Fabre’s interest in insects goes back to childhood. “Like any little boy, I took spiders from the earth and pulled out their legs to discover how they worked.” Later he accompanied his father on drawing trips to the natural history museum. The family owned an insect collection and his great-grandfather was a distinguished entomologist.

 

But the symbolism reaches deeper. Fabre is inspired by the beetle’s infinite adaptability to changing environments; it has ensured its survival for millions of years. Insects are more successful organisms than human beings and technologists study their behaviour. “They possess information; they have the greatest memory. These creatures can be understood as the oldest computers.”

 

That memory, the core of their durability, now colonises the palazzo, a repository of its own momentous memories spanning generations. Coated objects resemble precious medieval reliquaries, an association that resonates with their surroundings in the richly decorated Sala delle Udienze and two ornately frescoed chambers.

 

Fabre blends these historical references with modern concepts. The ancient Egyptians valued the scarab as a fertile emblem of the heavenly cycle of death and regeneration, By recycling beetle shells—among the hardest, lightest substances on earth—Fabre redirects the symbol towards contemporary society’s preoccupation with consumption and obsolescence.
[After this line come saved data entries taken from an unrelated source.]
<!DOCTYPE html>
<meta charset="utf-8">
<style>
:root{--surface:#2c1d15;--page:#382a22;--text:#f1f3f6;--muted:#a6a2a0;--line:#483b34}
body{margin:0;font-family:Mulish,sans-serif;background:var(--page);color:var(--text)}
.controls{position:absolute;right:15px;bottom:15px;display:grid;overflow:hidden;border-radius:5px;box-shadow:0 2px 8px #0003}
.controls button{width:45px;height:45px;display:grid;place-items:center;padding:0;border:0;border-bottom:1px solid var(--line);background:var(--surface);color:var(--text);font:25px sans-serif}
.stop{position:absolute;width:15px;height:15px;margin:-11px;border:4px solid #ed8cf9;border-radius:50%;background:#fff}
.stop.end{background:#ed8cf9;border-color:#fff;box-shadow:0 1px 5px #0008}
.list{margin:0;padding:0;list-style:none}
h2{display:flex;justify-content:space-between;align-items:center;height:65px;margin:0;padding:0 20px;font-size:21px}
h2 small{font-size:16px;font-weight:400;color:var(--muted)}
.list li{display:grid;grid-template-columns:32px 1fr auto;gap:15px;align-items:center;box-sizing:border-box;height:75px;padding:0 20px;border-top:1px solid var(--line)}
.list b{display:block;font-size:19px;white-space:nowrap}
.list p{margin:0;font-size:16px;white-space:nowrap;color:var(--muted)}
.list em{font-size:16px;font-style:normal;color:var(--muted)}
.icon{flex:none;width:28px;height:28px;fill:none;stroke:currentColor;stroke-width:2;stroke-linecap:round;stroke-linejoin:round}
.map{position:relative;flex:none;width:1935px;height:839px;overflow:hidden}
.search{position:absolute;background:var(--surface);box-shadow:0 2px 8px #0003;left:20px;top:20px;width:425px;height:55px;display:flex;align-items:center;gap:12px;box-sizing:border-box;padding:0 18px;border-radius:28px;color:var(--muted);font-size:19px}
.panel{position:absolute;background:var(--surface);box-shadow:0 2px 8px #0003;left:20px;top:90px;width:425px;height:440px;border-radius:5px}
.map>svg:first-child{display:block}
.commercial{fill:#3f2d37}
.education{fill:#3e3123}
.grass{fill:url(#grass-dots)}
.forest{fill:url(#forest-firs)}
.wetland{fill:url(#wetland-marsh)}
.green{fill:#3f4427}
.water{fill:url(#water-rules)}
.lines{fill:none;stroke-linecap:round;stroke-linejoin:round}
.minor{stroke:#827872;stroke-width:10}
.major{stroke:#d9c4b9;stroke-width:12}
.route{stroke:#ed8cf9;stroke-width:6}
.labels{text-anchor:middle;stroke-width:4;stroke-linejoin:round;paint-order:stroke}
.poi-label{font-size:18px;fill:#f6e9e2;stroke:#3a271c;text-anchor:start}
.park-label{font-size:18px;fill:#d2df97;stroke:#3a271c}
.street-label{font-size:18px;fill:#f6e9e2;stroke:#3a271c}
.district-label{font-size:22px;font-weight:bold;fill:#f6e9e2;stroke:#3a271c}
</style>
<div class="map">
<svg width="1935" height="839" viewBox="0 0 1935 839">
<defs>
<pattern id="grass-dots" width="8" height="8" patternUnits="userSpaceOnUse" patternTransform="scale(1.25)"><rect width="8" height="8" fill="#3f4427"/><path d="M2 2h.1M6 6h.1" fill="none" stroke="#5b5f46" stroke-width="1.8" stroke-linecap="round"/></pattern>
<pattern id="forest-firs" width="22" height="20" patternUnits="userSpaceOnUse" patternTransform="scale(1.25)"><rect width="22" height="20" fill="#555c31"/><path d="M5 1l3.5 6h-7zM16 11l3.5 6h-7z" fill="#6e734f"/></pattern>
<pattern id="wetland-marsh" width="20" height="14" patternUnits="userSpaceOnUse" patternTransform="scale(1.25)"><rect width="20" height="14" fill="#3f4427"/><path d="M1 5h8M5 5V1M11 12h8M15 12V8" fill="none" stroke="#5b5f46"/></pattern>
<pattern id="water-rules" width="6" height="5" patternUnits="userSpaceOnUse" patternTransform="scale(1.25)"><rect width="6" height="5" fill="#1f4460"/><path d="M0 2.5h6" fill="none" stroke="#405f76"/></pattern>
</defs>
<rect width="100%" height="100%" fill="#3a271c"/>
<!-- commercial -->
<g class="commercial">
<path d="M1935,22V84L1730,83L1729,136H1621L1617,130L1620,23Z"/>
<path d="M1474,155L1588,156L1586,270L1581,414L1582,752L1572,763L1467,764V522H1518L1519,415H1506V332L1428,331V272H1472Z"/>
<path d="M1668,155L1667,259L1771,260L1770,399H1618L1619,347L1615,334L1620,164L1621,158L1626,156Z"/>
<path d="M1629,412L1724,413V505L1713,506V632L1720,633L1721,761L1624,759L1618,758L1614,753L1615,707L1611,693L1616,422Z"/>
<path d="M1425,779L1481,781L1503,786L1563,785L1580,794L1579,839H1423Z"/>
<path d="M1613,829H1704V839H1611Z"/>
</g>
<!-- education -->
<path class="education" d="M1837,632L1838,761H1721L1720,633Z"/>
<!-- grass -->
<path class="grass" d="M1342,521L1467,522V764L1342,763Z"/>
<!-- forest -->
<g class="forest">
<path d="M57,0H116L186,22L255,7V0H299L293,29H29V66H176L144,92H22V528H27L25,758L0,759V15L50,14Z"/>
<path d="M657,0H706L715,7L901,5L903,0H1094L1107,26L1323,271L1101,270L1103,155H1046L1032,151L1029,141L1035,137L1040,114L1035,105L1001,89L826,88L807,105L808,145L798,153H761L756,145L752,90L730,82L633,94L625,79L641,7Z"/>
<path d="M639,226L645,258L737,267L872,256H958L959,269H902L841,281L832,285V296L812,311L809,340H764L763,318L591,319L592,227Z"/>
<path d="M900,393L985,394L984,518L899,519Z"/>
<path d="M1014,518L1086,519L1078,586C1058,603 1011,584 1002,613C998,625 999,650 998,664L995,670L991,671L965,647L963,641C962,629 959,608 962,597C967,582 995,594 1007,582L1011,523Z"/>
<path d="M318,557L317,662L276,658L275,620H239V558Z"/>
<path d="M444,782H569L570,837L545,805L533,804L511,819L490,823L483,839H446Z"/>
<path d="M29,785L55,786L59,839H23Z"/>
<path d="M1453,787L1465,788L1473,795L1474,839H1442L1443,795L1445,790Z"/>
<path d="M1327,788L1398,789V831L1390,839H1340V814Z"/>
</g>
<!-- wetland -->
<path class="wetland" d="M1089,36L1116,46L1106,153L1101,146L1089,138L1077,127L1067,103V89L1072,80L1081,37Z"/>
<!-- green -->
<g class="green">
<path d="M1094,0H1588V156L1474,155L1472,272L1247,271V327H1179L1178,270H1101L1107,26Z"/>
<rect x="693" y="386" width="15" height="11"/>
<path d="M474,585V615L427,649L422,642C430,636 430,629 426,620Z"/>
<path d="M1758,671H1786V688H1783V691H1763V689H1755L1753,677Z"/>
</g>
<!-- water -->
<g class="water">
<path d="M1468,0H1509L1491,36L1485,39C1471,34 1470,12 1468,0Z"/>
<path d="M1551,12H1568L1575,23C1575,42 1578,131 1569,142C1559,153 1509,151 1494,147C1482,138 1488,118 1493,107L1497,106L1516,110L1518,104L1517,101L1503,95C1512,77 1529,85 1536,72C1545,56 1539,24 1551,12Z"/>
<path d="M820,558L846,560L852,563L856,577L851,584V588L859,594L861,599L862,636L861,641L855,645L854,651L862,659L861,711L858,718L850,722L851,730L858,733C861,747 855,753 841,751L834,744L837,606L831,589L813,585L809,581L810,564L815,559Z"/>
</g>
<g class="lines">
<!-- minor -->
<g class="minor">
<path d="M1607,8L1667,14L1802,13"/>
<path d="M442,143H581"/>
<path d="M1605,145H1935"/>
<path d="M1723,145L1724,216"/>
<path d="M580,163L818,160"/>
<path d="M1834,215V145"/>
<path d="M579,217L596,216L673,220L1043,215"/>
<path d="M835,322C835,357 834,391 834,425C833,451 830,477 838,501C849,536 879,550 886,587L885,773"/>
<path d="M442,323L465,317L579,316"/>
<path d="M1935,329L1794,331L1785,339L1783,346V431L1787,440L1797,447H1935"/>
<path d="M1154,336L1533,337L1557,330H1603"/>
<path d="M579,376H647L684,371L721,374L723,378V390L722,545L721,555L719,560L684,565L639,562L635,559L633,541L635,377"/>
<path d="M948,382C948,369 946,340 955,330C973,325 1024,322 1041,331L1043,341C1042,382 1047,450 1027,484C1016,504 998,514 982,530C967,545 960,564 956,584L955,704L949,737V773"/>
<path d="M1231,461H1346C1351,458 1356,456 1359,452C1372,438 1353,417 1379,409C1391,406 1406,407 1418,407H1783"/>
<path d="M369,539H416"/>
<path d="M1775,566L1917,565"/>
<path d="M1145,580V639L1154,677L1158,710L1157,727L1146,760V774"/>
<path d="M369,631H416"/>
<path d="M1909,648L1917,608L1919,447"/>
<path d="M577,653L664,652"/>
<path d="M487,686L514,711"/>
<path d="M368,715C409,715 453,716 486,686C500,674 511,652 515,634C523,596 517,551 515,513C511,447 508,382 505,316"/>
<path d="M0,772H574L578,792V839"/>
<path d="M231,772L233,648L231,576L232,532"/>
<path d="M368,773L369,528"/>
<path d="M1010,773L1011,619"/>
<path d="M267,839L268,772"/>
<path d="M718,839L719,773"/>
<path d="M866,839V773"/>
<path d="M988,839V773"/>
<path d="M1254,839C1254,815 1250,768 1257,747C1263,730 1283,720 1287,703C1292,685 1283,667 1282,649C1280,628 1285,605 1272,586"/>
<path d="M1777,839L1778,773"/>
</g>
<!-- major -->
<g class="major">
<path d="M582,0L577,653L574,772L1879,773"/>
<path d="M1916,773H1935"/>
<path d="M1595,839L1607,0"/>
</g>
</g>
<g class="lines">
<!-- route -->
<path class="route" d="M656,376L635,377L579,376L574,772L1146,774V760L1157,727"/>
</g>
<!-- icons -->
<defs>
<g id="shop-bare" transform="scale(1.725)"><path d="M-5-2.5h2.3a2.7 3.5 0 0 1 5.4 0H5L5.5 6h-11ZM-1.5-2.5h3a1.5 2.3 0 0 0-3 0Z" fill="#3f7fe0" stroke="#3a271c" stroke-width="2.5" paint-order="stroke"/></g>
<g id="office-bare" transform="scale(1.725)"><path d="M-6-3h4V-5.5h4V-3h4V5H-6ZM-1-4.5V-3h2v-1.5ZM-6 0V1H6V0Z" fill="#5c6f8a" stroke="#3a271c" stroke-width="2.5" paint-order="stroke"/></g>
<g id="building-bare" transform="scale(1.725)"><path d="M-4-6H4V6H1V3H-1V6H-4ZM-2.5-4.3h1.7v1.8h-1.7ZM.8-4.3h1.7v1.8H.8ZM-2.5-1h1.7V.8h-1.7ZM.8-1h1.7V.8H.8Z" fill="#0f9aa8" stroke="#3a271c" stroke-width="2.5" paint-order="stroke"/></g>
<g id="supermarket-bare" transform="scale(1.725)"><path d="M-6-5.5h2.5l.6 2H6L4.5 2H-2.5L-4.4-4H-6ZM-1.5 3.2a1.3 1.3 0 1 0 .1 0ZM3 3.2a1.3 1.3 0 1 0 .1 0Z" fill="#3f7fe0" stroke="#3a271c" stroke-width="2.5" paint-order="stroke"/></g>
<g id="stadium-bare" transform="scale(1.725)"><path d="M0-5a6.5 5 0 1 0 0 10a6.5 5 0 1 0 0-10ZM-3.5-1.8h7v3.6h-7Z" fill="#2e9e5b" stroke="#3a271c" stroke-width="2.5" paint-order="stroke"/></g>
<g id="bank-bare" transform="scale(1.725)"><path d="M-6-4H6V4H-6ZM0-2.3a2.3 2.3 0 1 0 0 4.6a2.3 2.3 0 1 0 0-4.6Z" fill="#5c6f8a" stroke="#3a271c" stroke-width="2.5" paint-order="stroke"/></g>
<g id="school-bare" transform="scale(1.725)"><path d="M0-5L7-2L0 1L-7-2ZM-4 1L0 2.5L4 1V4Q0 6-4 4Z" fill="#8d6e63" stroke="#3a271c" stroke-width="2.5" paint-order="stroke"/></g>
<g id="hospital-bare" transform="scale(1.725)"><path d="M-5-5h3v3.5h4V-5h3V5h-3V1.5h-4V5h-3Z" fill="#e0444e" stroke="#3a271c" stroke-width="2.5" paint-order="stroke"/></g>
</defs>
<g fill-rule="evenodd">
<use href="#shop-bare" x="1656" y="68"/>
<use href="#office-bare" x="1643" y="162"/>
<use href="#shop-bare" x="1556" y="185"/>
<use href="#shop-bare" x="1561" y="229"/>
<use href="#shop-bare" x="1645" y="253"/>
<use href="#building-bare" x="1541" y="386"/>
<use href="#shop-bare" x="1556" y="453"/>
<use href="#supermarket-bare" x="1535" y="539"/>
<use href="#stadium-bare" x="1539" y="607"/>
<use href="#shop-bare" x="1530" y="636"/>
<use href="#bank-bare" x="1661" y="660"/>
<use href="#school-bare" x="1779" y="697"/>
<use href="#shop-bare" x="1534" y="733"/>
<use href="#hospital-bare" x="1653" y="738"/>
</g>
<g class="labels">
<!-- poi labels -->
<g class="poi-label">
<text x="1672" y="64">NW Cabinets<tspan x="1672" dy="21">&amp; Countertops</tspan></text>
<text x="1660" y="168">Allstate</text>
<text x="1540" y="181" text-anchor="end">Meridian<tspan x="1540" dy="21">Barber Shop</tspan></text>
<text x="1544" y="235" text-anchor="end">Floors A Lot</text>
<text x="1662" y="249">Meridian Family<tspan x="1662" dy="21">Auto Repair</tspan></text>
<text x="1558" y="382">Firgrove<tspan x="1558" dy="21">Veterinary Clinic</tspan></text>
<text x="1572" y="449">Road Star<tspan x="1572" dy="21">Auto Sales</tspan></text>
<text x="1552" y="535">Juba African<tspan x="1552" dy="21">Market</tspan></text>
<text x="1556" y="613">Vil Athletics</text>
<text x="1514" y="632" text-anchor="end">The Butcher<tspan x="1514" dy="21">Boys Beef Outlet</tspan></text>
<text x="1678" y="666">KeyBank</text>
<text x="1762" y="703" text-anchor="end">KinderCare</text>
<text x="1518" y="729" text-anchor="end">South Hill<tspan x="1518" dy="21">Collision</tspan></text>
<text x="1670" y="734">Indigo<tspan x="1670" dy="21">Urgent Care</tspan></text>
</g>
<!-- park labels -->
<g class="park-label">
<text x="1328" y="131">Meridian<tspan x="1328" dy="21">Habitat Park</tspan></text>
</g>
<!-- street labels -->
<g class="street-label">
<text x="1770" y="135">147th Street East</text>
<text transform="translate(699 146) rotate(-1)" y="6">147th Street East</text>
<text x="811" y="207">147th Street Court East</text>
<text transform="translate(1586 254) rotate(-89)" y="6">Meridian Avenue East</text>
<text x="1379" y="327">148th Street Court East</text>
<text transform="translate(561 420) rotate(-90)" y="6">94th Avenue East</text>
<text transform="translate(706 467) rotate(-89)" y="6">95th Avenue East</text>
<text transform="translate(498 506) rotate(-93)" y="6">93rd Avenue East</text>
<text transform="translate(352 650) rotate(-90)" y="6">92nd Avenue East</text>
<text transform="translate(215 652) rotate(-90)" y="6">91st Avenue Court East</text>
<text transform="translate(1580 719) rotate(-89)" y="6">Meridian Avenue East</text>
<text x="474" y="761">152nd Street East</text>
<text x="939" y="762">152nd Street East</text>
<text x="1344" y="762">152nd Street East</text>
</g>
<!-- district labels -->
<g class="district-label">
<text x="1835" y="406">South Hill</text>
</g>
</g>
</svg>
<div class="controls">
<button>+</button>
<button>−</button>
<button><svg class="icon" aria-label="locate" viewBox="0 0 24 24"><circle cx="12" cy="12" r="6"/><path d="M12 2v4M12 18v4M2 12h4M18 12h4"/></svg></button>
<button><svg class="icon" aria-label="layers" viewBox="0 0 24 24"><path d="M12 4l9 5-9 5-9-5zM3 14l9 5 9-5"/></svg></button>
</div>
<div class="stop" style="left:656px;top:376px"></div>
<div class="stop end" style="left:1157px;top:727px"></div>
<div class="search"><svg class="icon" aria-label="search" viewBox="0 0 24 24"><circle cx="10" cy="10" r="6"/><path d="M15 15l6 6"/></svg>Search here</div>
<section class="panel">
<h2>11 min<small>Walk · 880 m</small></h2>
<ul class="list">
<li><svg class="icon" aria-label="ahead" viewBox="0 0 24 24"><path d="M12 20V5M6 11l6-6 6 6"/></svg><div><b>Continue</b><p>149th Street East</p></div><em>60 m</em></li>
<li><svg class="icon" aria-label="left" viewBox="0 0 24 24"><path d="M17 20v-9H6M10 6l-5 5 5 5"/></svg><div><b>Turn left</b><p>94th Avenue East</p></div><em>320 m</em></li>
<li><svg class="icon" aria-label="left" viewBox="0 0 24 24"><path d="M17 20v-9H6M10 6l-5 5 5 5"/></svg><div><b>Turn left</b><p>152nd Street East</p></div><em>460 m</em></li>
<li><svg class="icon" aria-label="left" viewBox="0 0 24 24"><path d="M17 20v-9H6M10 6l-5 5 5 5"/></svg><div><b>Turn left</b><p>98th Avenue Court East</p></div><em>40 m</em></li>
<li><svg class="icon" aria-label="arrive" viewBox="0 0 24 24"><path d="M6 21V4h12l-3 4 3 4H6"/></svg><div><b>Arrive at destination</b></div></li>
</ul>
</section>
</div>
How far will this attitude extend? To the extinction of the human race?

 

Ph. Andrea Paoletti

Ph. Andrea Paoletti

 

That idea may seem far-fetched and their morbid overtones is one criticism of Fabre’s elaborate creations. A striking example is the macabre combination of a shell-encrusted skull with a red squirrel gripped in its jaw.

 

But implicit in Fabre’s elegiac mood are searching observations of art and life. They are well made through contrasting images at the Forte di Belvedere, the third venue of this mini-retrospective of the artist’s career, which, as well as hosting sculptures on the expansive terraces overlooking Florence, has opened its rarely visited interior to the show.

 

Among the bronze pieces installed in a sequence of small rooms is a dissected scarab and a beetle with the strength to carry a laurel tree on its back. Outside, silhouetted against the city, a giant beetle supports a tall upright, scroll-handled walking stick, the sturdy prop for ailing mankind.

 

These individuals appear to be the spiritual guards of the show’s title. Contrast their strength with the specimens of unstable, insecure humanity Fabre places at lofty points against the skyline. There is the Man who cries and laughs (2005), the Man who conducts the stars (2015) and another who sits fully-clothed in one of seven bathtubs, absorbed in writing on water. And reappearing in a hazardous position above a rampart is the impractical dreamer, the fellow intent on measuring the clouds.

 

In his extravagant fashion, Fabre highlights two troubling disconnections that have widened in recent centuries—between the human and natural worlds and (a newer phenomenon) between art and science. Fabre provokes a thought and an omen: reunite and flourish, or drift apart and experience the slow fate of the skull and the squirrel. Both eventually perished.